Exercise requirements:
Copy out every line of the data exactly; do not include the images.

Data supplied:

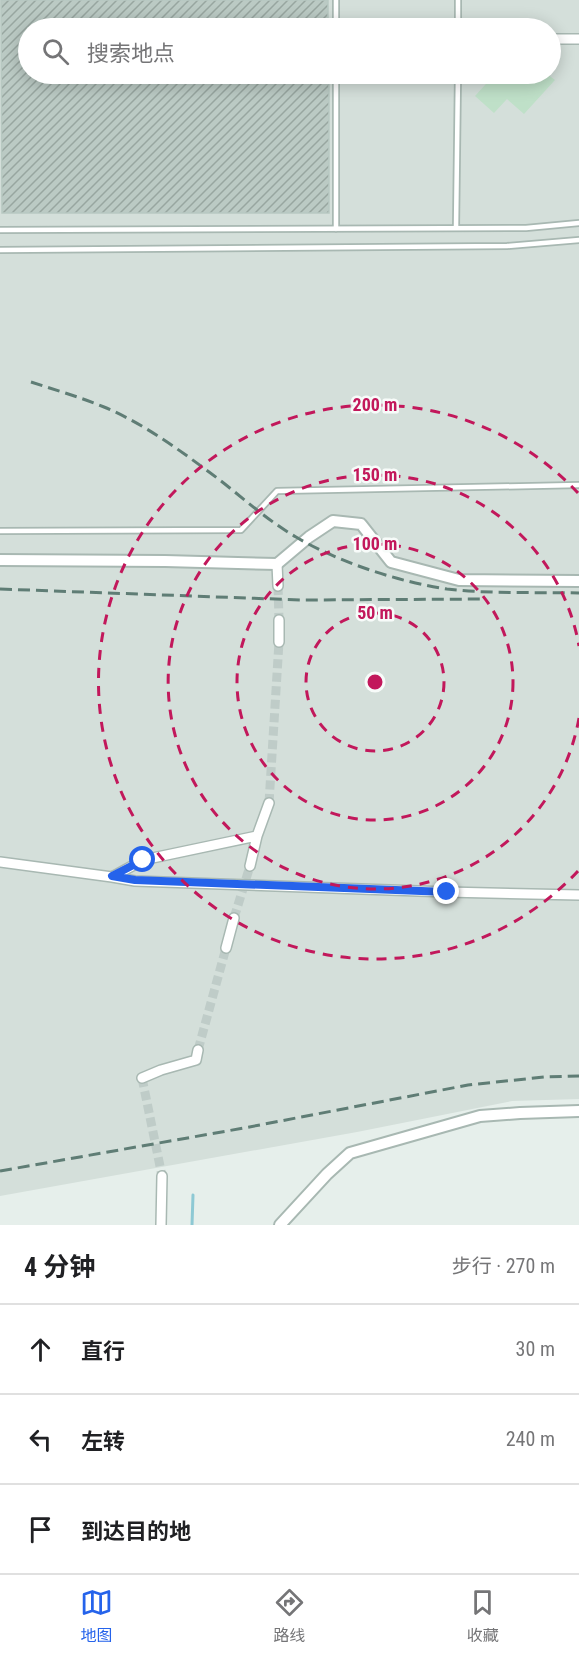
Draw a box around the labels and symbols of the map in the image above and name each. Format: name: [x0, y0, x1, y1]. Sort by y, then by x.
text: 200 m: [353, 394, 397, 415]
text: 150 m: [353, 464, 397, 485]
text: 100 m: [353, 533, 397, 554]
text: 50 m: [357, 602, 393, 623]
centre of rings: [365, 672, 385, 692]
route start: [129, 846, 155, 872]
route end: [433, 878, 459, 904]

Written answer:
Draw a box around the labels and symbols of the map in the image above and name each. Format: name: [x0, y0, x1, y1]. Sort by y, then by x.
text: 200 m: [353, 394, 397, 415]
text: 150 m: [353, 464, 397, 485]
text: 100 m: [353, 533, 397, 554]
text: 50 m: [357, 602, 393, 623]
centre of rings: [365, 672, 385, 692]
route start: [129, 846, 155, 872]
route end: [433, 878, 459, 904]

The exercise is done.